What’s the idiomatic way to write this publish_changeset? The best I got is:

def publish_changeset(%__MODULE__{} = form, attrs) do
  form
  |> cast([:title])
  |> cast_assoc(:questions, with: &Forms.Question.complete_changeset/2)
  |> validate_required([:title])
  |> validate_length(:questions, min: 1)
  |> revalidate_questions()
end

defp revalidate_questions(changeset) do
  if get_change(changeset, :questions) do
    changeset
  else
    case get_field(changeset, :questions) do 
      nil -> 
        changeset
        |> add_error(:questions, "is required")
        |> add_error(:status, "questions is required")

      questions ->
        # this part is clunky: I have to `put_assoc` so the errors are included
        # in the changeset, it's cumbersome to check 
        all_complete? = Enum.all?(questions, &Forms.Question.complete?(&1))

        if all_complete? do
          changeset
        else
          add_error(changeset, :status, "incomplete questions")
        end
    end
  end
end

But this is clunky to me. For one, Forms.Question.complete? is not a changeset, so we won’t have per-question error. If I turn this into a changeset it feels wrong, as the questions are not really changing? There’s also the weird double checking - one branch for if there are changes being passed and another one if the questions are not changing during posting - even though the rules are the same.

Is this the best I can do or is there a cleaner way?

I’d do it like this: in transaction I update questions given on incoming changes, then query questions for the form, then check if questions are valid. If so, change form and commit, otherwise rollback. That’s it

That was my first thought, but it doesn’t make it less awkward:

  1. It adds a round-trip to the db - if performance is critical, this is a deal breaker
  2. “check if questions are valid”: how would you do that? Use a new changeset with force_changes: true? Hand-crafted validation with {:error, :invalid_questions} return (instead of per-question error)? It feels like neither are clean choices

Maybe I’m being pedantic here, but hey - the “best practices” tag isn’t the place for being 100% pragmatic eh? :sweat_smile:

I don’t understand why a round trip to the database is needed at all. If it’s just to check the data integrity when publishing then the database should be your last line of defence. You can have more than one functions producing changesets. While in draft, use draft_changeset and when publishing - publish_changeset.

It is inevitable. You need to read questions in order to check if they are valid for published form. This read->check->write sequence must be atomic and isolated too, so your only option is transaction.

Ahhh, I guess you’re right. When I read your reply I thought of going from read->write(questions)->check->write to read->write(questions)->check->write, but I guess you could just do write(questions)->check->write since the write(questions) would already return the data. Got it.

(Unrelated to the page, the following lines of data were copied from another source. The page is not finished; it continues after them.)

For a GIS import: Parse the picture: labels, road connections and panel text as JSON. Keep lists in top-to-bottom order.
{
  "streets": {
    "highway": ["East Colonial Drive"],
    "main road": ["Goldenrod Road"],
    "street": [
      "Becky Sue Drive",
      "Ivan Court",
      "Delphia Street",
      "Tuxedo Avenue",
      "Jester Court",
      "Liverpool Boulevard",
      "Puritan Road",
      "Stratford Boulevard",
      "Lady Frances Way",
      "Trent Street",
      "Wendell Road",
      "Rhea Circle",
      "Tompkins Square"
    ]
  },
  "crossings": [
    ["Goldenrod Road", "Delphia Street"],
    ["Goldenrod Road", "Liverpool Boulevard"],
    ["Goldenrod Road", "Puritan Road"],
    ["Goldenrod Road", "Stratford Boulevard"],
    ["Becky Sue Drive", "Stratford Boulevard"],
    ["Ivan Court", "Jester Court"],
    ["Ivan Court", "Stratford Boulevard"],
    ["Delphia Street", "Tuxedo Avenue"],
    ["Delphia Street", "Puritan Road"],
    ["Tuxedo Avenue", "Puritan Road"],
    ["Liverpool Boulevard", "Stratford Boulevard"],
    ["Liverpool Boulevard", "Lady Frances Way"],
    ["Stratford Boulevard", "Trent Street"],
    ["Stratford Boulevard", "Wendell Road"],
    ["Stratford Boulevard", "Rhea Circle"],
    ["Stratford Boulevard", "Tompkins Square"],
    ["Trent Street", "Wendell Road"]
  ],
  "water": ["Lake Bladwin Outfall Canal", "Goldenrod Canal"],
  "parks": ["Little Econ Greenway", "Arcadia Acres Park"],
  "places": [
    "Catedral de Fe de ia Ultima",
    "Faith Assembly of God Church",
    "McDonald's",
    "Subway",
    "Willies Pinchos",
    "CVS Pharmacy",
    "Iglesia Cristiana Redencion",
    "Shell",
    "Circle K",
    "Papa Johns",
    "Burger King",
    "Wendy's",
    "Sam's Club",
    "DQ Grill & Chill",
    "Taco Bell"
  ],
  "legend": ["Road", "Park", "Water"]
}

Yeah, sorry. I was trying to pre-answer some of the approaches I’ve seen, but I guess this doesn’t make much sense here anyway and ended up being a distraction :slight_smile:

My question is really how to build the publish_changeset

I’d treat the draft as the input or “changes” to a new record tbh. To me that’s the more reasonable architecture over a random boolean flag.

Also keep Ecto.Changeset.change/2, Ecto.Changset.put_assoc/embed in mind for applying changes programatically as opposed to as weakly typed external inputs, which need to be casted.

Yeah, I think in this example it’s the best answer - split Form into FormDraft and Form, and have FormDraft.to_form_params that passes it to the Form.publish_changeset.

But there’s also cases where this wouldn’t be possible. Imagine if state had a higher cardinality, to the point that having different subtypes would be too much. Or just (as is my case) that it’s an existing code base and refactoring it like that would be too costly - maybe there are queries that need to return both, or there’s a lot of code that depends on this already. Is there a solution for the `publish_changeset` that’s more elegant or am I stuck with the workarounds since the modeling is not the best?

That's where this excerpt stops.